■ Task details:
The reply consists of one number only: how many lines in the listing below contain the word "canvas".

■ Provided data:
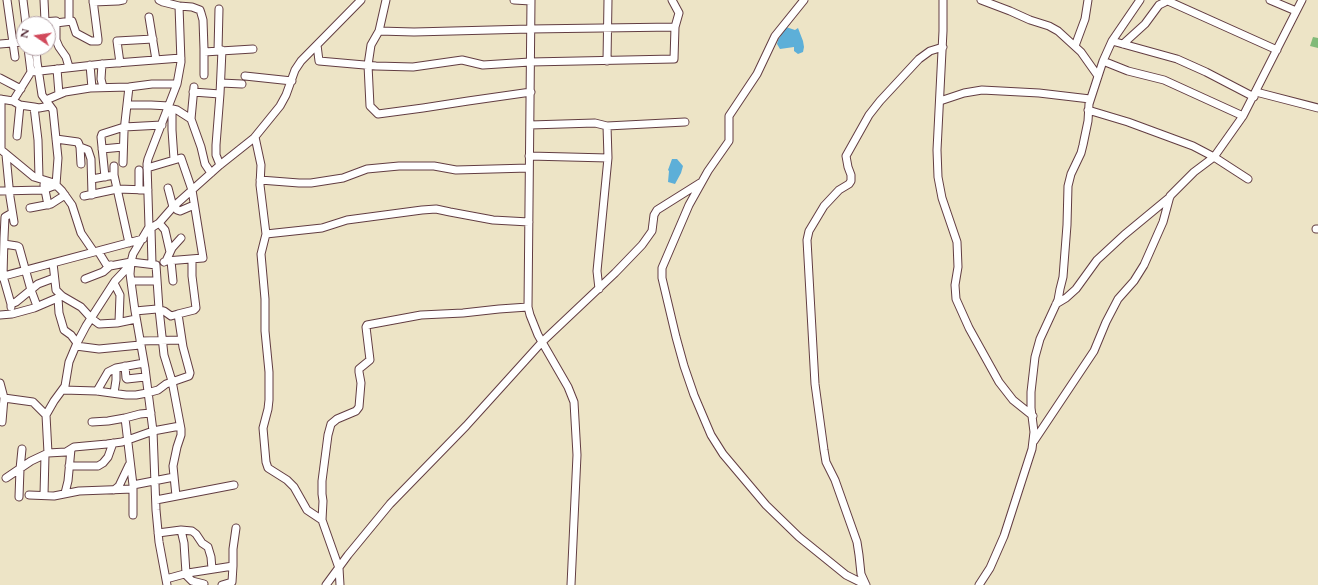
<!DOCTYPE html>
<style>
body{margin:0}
#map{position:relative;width:1318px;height:585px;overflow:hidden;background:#ede4c6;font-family:Cardo,serif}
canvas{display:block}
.north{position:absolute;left:16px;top:16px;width:40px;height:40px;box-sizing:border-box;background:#fff;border:1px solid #b7a5aa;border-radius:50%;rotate:283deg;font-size:11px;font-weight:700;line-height:16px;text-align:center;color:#4a1f2b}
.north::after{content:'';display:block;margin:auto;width:14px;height:18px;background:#d1495b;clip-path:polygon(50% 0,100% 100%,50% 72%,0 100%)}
</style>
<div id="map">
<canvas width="1318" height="585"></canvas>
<div class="north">N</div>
</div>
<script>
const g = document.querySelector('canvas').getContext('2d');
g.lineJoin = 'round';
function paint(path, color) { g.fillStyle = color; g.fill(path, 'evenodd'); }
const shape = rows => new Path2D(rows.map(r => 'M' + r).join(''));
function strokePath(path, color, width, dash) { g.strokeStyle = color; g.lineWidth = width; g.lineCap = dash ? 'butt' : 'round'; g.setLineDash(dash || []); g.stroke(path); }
const forest = shape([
 [1313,37,1318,38,1318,48,1310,46]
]);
const water = shape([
 [786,27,795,30,798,28,803,41,804,47,803,52,798,54,794,51,794,47,780,49,777,44,778,40],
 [672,159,677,159,683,166,681,173,675,184,668,182,669,171,668,170]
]);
const minor = shape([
 [7,0,15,57],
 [23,0,26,24],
 [44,0,45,21],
 [69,0,69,21],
 [159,0,163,2,179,6,181,62,177,84,148,159,147,164,149,227,133,254,131,262,130,274,135,311,145,368,153,431,156,510,159,542,167,585],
 [386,0,379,31,371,45,368,65,370,106,378,114,423,108,468,101,531,92],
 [514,0,531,1],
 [531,0,528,307,530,315,538,335,568,387,574,402,577,455,571,585],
 [804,0,775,36,757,74,729,116,729,141,708,171,689,205,662,268,662,278,676,337,684,366,694,395,711,435,723,454,766,505,799,537,846,575,866,585],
 [943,0,943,31,937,150,938,177,942,198,957,242,958,267,955,285,956,299,969,328,999,382,1013,400,1033,416],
 [981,0,1010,11,1030,20,1049,26,1058,31,1081,52,1098,76],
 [1270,0,1296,11],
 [93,2,118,1,123,0],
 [179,6,192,7,200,10,201,13,203,20,204,49,204,75],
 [149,17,156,60],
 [26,23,56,21,56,40,59,47,66,57,69,67],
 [56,23,72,21,76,33,91,41,98,41,98,39,93,0],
 [379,31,414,32,530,29,675,27,679,13,672,0],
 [1112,41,1177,59,1206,72,1254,97],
 [0,44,24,42],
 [1123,44,1145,24,1159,5,1165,2,1168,1,1277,50],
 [317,45,319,61,376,66,413,67,462,60,483,65,530,62,674,59,675,27],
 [1075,46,1085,19,1088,0],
 [218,51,219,9],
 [204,52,253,49],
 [607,61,608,0],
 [1103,61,1128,71,1164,80,1243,116],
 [120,63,117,41,153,39],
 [102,64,101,79,103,87],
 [90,65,92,88],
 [57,69,59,94],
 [31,72,103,64,181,58],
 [245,76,292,81],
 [0,78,21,89],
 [221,83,242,84],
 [193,92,220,94,216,145,216,155,220,165],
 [1256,92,1318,108],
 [220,94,222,50],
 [0,99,13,101,20,105,34,107,39,108,50,106],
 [1,99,1,150],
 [46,100,65,92,90,88,129,87,152,84,177,84],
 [13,101,31,72,28,48],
 [940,101,964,93,982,90,1039,93,1090,99],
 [127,105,151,105,169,106],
 [34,107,38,140,39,178],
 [168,108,177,110,191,119,201,147,205,164,211,173],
 [172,109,172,130,174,159],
 [1088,110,1128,122,1193,146,1214,157,1248,179],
 [191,119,194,87],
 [530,125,595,123,607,126,608,158,597,271,599,289],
 [607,126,685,122],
 [17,136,20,105],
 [255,137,261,165,260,185,266,234,261,254,265,299,265,331,269,372,269,400,268,409,263,428,266,462,268,468,287,480,294,487,307,510,322,520,339,568,340,585],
 [56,139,78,142,80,147,88,150,91,159,92,195],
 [80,147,81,164],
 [0,149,34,177,54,183,62,191,72,205,81,233,94,252],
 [102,149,123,147],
 [6,155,10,197,14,222],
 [529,156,608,158],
 [123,163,124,131,129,87],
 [114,166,114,175],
 [147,168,181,158,192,190,203,258,166,261],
 [105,177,101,137,102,134,124,127,162,125],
 [92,179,114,175,129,243],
 [260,180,299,183,311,183,343,178,367,169,399,166,434,166,456,170,529,168],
 [44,185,48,205],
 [168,188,173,207],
 [139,190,139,170],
 [0,191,43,190,56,185,58,158,53,110,42,95,37,62,36,48],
 [84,196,117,189,148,190],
 [175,205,177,210,180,211,194,205],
 [30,208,51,204,65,195],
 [159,223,165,230,170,252],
 [151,229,152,264],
 [1316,229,1318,229],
 [148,230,159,223,173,207,220,165,254,138,280,106,286,95,295,70,301,61,361,0],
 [266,234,322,228,347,220,422,210,436,209,450,212,493,220,529,222],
 [4,244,17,246,19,247,31,290,37,306],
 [98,251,106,264,110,266,131,262,156,265,159,309,164,355,172,381,181,429,181,435,177,447,173,466,176,496],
 [171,261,173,281],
 [164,262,166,261,172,248,181,238],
 [53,263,56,290,62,296,81,307,91,318,99,324,117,323,136,319],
 [0,277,143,239],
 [85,279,103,272,111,265],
 [131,281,156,281],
 [114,283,120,295,119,322],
 [58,298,59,313,64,330,71,335,77,343],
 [11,304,3,276,4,238,5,217,12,213],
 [1056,304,1066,298,1076,289,1097,260,1124,235,1170,197],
 [11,307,11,304,16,302,38,284,54,278],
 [178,314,194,310,196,308,192,276,192,259],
 [0,315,12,314,34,308,62,296],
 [140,341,181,340],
 [76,346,99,349,140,345],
 [125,366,126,378,127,379,145,377],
 [0,383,4,398,2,422],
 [63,390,97,391,126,395,136,395,147,393,158,390,166,384,189,376,190,373,183,347,178,314,171,316,164,311,157,309,135,311],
 [97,391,108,372,116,368,144,363],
 [114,393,116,380,116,368],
 [4,398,33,402,46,415],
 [125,418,140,414,151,413],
 [92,422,108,421,125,418,133,485,133,515],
 [1034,441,1094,351,1106,322,1118,299,1134,281,1144,265,1163,222,1170,196,1194,172,1214,157,1243,116,1302,0],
 [48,453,46,415,54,401,65,386,69,362,77,343,86,326,115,281,130,265],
 [69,466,98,466,103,463,108,457,113,443],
 [6,478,31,461,48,453,66,452,74,447,107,444,122,442,153,431,180,426],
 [133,485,174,477],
 [114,490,119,486,129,465],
 [65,493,68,481,71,449],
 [29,495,54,496,79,491,133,489],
 [44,495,45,455],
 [19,497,20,469,22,449],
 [156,500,234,485],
 [322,520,323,501,322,494,322,481,328,435,331,424,337,419,356,411,359,407,361,383,359,372,359,369,370,360,366,327,367,325,421,315,463,313,499,309,528,307],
 [181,530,192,531,196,534,202,543,208,547,211,557,212,569],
 [158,533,181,530,184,543,186,573,187,576,192,581,204,584],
 [233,566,233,549,236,528],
 [166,579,188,573,233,566,232,582,222,585],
 [326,585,348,555,390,504,466,426,542,342,615,273,642,245,652,231,654,215,657,210,700,183],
 [866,585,861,574,859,555,857,542,835,480,826,462,824,450,815,384,807,240,809,231,824,206,839,190,849,184,851,181,851,175,848,167,846,156,869,115,880,101,919,59,930,51,943,47],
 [979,585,990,568,1004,536,1032,449,1034,432,1031,408,1031,392,1035,357,1040,339,1058,300,1060,289,1063,277,1067,225,1068,186,1071,174,1081,153,1083,145,1088,121,1089,104,1103,61,1112,41,1140,0]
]);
paint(forest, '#81ba78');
paint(water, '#5dafd8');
strokePath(minor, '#623d42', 9);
strokePath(minor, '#fff', 7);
</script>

■ Exercise result:
3